» Records for this exercise
# # #

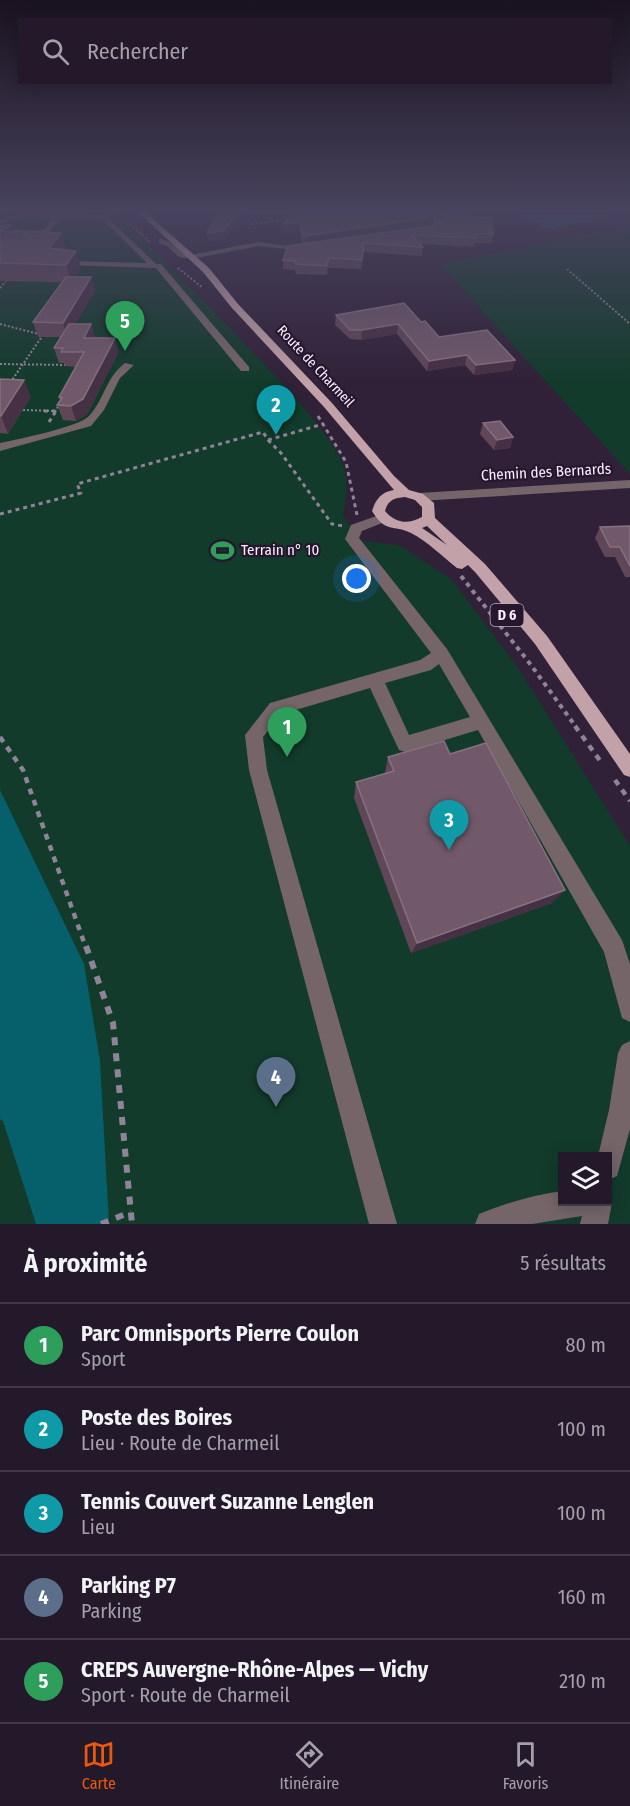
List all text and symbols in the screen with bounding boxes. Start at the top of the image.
search box [18,18,612,84]
icon: search [39,35,72,68]
text: Rechercher [87,38,188,65]
pin: 5 [106,302,144,351]
street label: Route de Charmeil [273,322,358,411]
pin: 2 [256,386,296,435]
street label: Chemin des Bernards [480,460,612,484]
sports icon: Terrain n° 10 [210,537,236,563]
place label: Terrain n° 10 [241,541,319,559]
your location [342,564,371,593]
road number: D 6 [490,604,524,626]
pin: 1 [268,708,306,757]
pin: 3 [430,800,468,850]
pin: 4 [256,1058,296,1107]
map controls [558,1152,612,1206]
button: layers [558,1152,612,1206]
text: À proximité [24,1248,147,1279]
text: 5 résultats [520,1251,606,1275]
text: Parc Omnisports Pierre Coulon [81,1320,359,1347]
text: 1 [39,1333,48,1357]
text: 80 m [566,1333,606,1357]
text: Sport [81,1347,126,1371]
text: Poste des Boires [81,1404,232,1431]
text: 2 [39,1417,48,1441]
text: 100 m [557,1417,606,1441]
text: Lieu · Route de Charmeil [81,1431,279,1455]
text: Tennis Couvert Suzanne Lenglen [81,1488,374,1515]
text: 3 [39,1501,48,1525]
text: 100 m [557,1501,606,1525]
text: Lieu [81,1515,115,1539]
text: Parking P7 [81,1572,176,1599]
text: 4 [38,1585,49,1609]
text: 160 m [558,1585,606,1609]
text: Parking [81,1599,142,1623]
text: CREPS Auvergne-Rhône-Alpes — Vichy [81,1656,428,1683]
text: 5 [39,1669,48,1693]
text: 210 m [559,1669,606,1693]
text: Sport · Route de Charmeil [81,1683,290,1707]
tab: Carte [82,1738,116,1793]
tab: Itinéraire [279,1738,339,1793]
tab: Favoris [503,1738,548,1793]

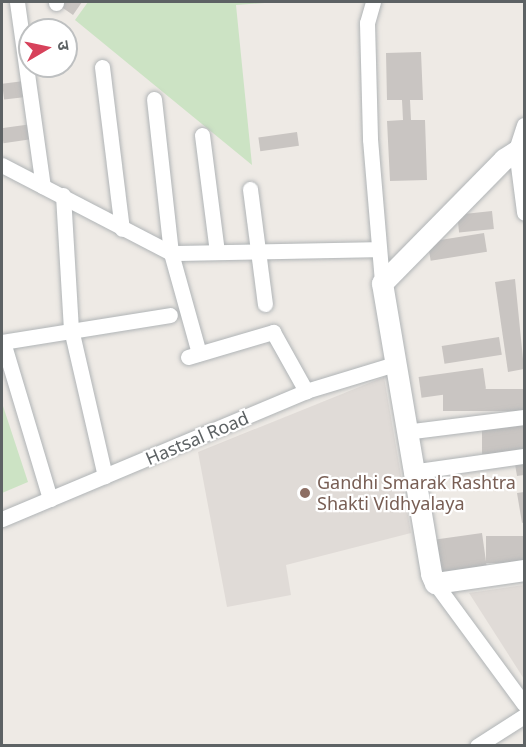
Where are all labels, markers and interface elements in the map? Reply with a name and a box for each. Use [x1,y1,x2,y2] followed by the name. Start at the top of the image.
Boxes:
[18,18,78,78] north arrow
[52,39,75,52] text: उ
[142,407,252,469] street label: Hastsal Road
[317,472,516,514] place label: Gandhi Smarak Rashtra Shakti Vidhyalaya
[298,486,312,500] marker: Gandhi Smarak Rashtra Shakti Vidhyalaya

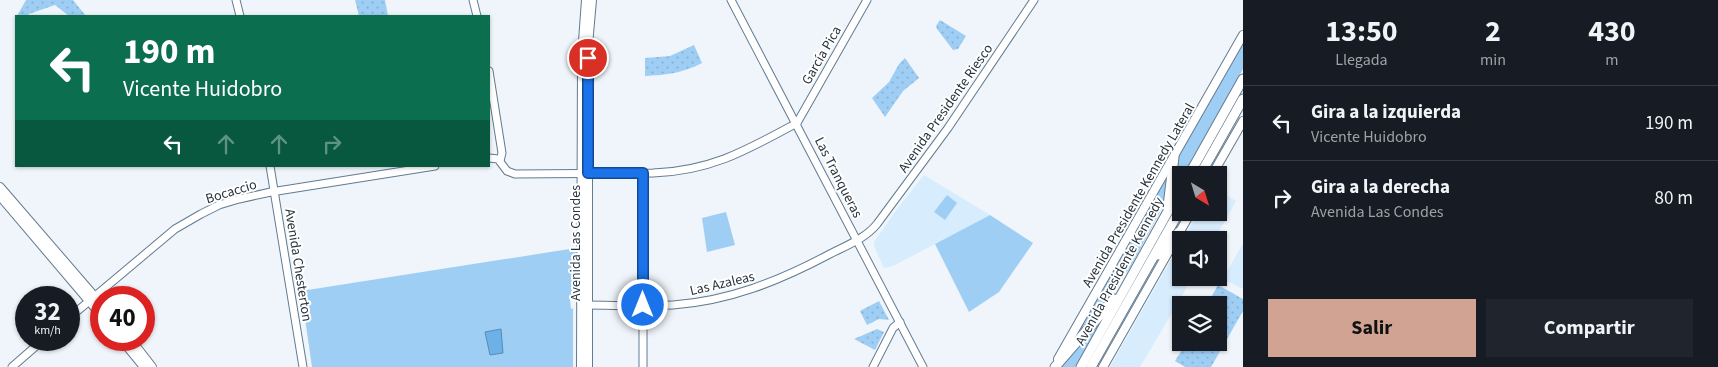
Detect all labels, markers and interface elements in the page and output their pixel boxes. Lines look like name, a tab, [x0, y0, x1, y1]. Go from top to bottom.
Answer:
text: 13:50	[1325, 10, 1398, 53]
text: 2	[1485, 10, 1501, 53]
text: 430	[1588, 10, 1636, 53]
street label: García Pica	[797, 22, 847, 89]
text: 190 m	[123, 27, 215, 77]
icon: left	[40, 35, 105, 100]
pin	[567, 37, 609, 79]
street label: Avenida Presidente Riesco	[894, 40, 998, 177]
icon: arrive	[574, 44, 602, 72]
text: Llegada	[1335, 49, 1388, 71]
text: min	[1480, 49, 1506, 71]
text: m	[1605, 49, 1619, 71]
text: Vicente Huidobro	[123, 73, 282, 105]
text: Gira a la izquierda	[1311, 99, 1461, 126]
street label: Avenida Presidente Kennedy Lateral	[1078, 100, 1198, 290]
icon: left	[1268, 109, 1296, 137]
text: 190 m	[1645, 110, 1693, 137]
text: Vicente Huidobro	[1311, 126, 1427, 148]
icon: left	[159, 130, 187, 158]
icon: ahead	[212, 130, 240, 158]
icon: ahead	[265, 130, 293, 158]
icon: right	[318, 130, 346, 158]
street label: Las Tranqueras	[809, 134, 867, 221]
north arrow	[1172, 166, 1228, 221]
map controls	[1172, 166, 1227, 351]
text: Gira a la derecha	[1311, 174, 1450, 201]
street label: Bocaccio	[203, 175, 259, 209]
icon: right	[1268, 184, 1296, 212]
street label: Avenida Las Condes	[566, 185, 586, 301]
text: 80 m	[1655, 185, 1693, 212]
street label: Avenida Presidente Kennedy	[1071, 194, 1167, 348]
text: Avenida Las Condes	[1311, 201, 1444, 223]
street label: Avenida Chesterton	[279, 207, 317, 323]
button: sound	[1172, 231, 1227, 286]
street label: Las Azaleas	[688, 267, 757, 301]
position arrow	[616, 278, 668, 330]
speed limit sign: 40	[90, 286, 155, 351]
text: 32	[34, 294, 61, 330]
button: layers	[1172, 296, 1227, 351]
button: Salir	[1268, 299, 1476, 357]
button: Compartir	[1486, 299, 1693, 357]
text: km/h	[34, 322, 61, 339]

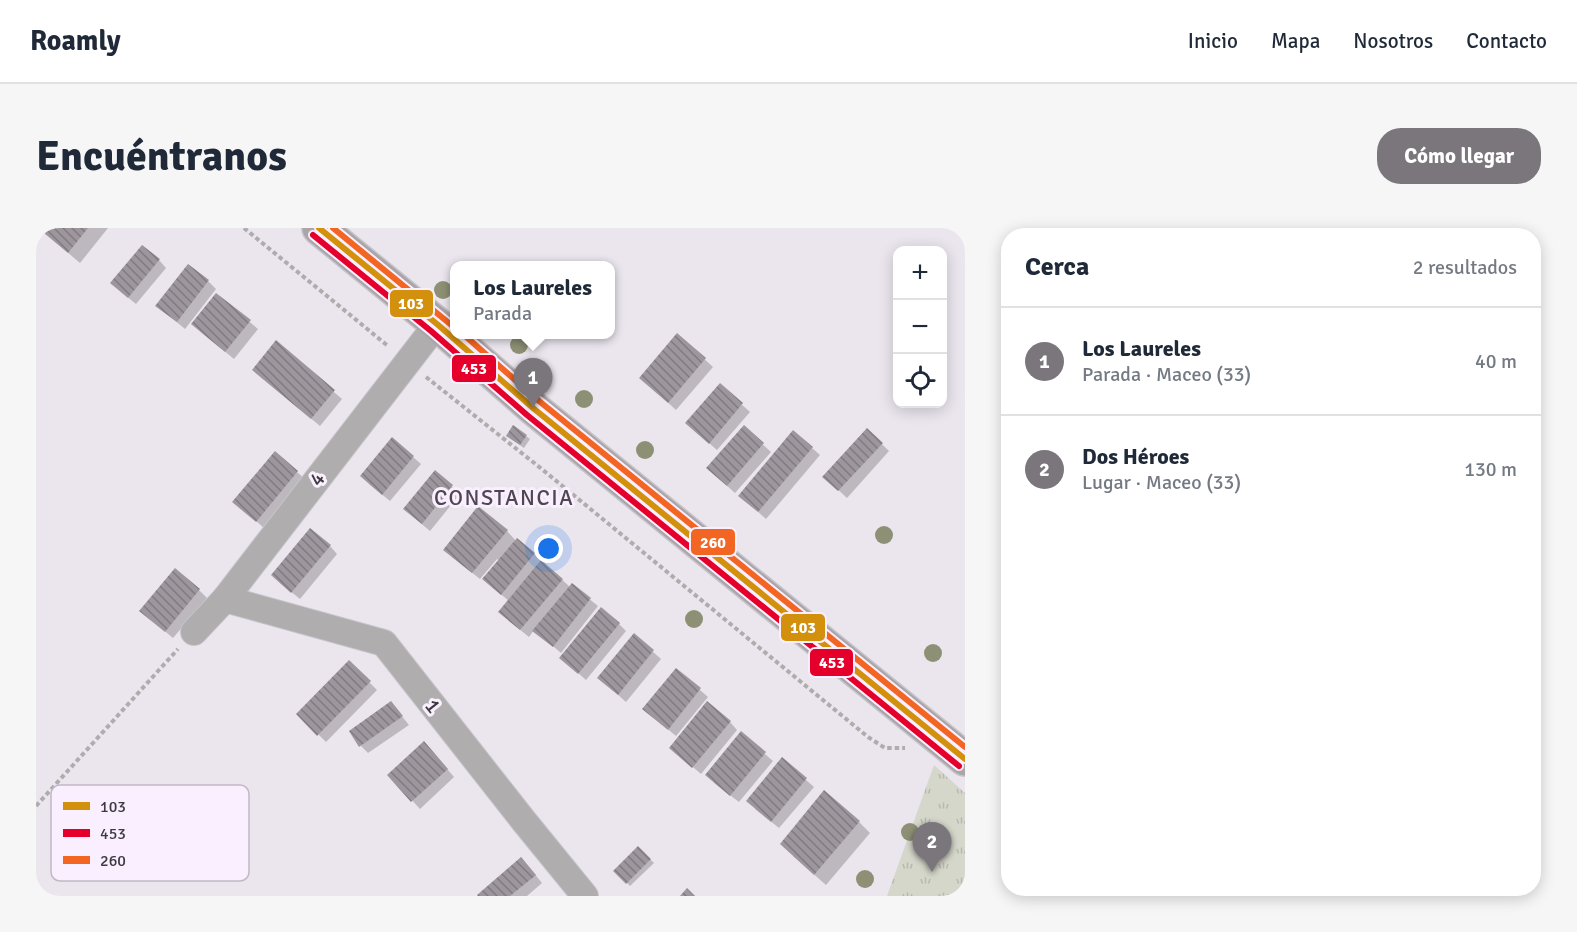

# # #

» Task
Which lines above hold the string "elements"? Show each of them.

» Written solution
Where are all labels, markers and interface elements in the map? Reply with a name and a box for each. Use [x1,y1,x2,y2] followed by the name. Start at the top of the image.
Detect all labels, markers and interface elements in the page and output their pixel boxes. Lines look like name, a tab, [x0, y0, x1, y1]. Go from top to bottom.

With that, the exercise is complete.